Ce n'est peut-être pas le mariage du siècle, mais c'est le mariage d'une génération et le signe qu'on a beau vilipender le bourgeois, moquer les parents, crier «haro» sur les quadragénaires, on finit toujours par faire comme eux.
C'était une bonne idée que de fuir Paris en cette circonstance. Les photographes n'ont pas si souvent l'occasion d'aller respirer l'air de la campagne. La première partie des réjouissances fut fort digne: le maire de la localité distribua des coupe-file sur présentation de différents documents d'état civil, dans la grande tradition des voyages officiels. Après quoi, ceux qui n'avaient pas été admis dans le saint des saints (la minuscule salle de la mairie) commencèrent à user de subterfuges variés. L'un escalada le bâtiment par la gouttière, l'autre découpa une vitre et entra par la fenêtre, un troisième juché sur le toit, se ménagea une plongée de choix en retirant quelques tuiles.

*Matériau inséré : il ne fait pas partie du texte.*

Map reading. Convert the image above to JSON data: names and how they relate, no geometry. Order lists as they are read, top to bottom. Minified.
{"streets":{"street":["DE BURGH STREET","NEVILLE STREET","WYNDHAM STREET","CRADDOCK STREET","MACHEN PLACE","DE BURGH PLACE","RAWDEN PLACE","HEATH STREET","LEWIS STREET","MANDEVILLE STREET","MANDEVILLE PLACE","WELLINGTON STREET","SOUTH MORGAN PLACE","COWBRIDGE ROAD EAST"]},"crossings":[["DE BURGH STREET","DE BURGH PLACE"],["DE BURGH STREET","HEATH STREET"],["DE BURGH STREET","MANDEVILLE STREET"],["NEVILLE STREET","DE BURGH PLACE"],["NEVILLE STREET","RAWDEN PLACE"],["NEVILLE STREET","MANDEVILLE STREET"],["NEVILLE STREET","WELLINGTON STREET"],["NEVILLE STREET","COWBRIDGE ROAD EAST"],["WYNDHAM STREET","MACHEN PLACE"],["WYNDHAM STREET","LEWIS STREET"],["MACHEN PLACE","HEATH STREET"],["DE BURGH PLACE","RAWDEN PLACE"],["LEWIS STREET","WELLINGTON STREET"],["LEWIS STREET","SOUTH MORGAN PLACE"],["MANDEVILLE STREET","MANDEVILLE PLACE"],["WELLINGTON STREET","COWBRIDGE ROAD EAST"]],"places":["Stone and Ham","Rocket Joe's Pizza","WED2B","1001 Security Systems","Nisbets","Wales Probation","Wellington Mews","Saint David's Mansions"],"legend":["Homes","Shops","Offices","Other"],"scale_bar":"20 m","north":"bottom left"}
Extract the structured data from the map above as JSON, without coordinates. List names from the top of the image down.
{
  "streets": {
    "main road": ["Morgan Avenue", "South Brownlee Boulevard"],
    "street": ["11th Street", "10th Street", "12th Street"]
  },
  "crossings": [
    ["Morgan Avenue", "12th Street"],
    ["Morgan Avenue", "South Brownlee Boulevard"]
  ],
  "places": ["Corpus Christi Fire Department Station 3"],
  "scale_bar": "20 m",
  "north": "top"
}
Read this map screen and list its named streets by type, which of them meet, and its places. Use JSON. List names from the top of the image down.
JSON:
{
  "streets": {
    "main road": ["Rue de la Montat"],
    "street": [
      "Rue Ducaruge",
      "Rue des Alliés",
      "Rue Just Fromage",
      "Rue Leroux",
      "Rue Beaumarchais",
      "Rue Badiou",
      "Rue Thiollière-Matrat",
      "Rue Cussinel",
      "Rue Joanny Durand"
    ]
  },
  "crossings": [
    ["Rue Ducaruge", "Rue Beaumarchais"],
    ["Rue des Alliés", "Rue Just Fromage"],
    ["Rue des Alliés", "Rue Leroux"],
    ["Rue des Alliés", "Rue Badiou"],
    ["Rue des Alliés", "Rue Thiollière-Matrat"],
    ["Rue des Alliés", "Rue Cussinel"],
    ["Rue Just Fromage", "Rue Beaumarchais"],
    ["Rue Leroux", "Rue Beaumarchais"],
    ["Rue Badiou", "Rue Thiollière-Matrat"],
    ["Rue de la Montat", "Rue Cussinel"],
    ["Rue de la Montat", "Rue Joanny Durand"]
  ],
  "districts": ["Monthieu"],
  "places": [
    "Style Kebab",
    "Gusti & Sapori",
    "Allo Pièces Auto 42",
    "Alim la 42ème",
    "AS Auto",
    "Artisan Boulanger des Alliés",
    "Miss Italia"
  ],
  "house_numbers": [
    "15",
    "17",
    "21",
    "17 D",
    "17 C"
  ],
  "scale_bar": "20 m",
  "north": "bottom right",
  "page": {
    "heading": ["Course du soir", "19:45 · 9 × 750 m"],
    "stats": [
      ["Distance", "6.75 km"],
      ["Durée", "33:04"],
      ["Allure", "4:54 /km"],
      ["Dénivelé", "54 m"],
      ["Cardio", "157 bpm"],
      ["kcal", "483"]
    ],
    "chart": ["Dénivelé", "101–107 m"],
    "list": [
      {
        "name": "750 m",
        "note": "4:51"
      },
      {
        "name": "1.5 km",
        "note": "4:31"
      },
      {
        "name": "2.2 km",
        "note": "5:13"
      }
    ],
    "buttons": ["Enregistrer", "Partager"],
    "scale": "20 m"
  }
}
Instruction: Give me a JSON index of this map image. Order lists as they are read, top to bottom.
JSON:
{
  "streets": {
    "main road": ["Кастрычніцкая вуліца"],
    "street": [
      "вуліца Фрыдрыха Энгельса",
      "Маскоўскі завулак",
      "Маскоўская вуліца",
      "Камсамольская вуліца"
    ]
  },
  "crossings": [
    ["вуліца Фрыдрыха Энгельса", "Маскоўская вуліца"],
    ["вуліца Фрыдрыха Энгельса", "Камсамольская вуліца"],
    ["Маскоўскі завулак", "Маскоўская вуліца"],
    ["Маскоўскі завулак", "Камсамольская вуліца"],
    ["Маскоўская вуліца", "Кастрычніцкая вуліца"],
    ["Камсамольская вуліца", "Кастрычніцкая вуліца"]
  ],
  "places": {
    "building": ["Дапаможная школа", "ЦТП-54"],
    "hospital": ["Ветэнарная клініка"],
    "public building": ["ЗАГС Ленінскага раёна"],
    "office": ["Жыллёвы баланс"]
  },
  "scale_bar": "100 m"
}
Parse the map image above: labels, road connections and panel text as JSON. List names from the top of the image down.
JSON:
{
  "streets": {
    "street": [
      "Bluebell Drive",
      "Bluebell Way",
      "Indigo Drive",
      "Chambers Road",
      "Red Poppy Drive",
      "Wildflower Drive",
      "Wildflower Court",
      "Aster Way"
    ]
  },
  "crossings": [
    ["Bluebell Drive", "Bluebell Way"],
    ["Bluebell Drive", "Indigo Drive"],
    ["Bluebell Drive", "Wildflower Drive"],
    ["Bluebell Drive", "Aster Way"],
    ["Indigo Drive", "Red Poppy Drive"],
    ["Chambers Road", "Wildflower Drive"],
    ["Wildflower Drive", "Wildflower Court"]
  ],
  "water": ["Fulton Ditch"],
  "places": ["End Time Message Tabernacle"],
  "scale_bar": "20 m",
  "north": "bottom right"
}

Entourés de gendarmes, les fiancés firent enfin leur apparition. Elle, ravissante sous une cornette blanche, lui, très sérieux, en veston noir bordé, et toute la noce derrière, drainant, pêle-mêle, les demoiselles d'honneur, les gendarmes et la petite mafia des variétés.
Sylvie Vartan était ravissante sous une cornette blanche |
Quand tout le monde fut là, on s'aperçut que le maire n'avait plus la place de gagner son bureau. Il fallut dégager «manu militari» le minuscule espace indispensable à la lecture du code civil. En même temps que le magistrat municipal, une quinzaine de micros accueillirent les deux «oui» indispensables. Suivit une petite allocution où le maire, saluant la présence de deux administrés aussi notoires, les félicita d'avoir su trouver un havre de calme et de tranquillité. Ce qui déchaîna chez tout le monde une bonne pinte d'hilarité.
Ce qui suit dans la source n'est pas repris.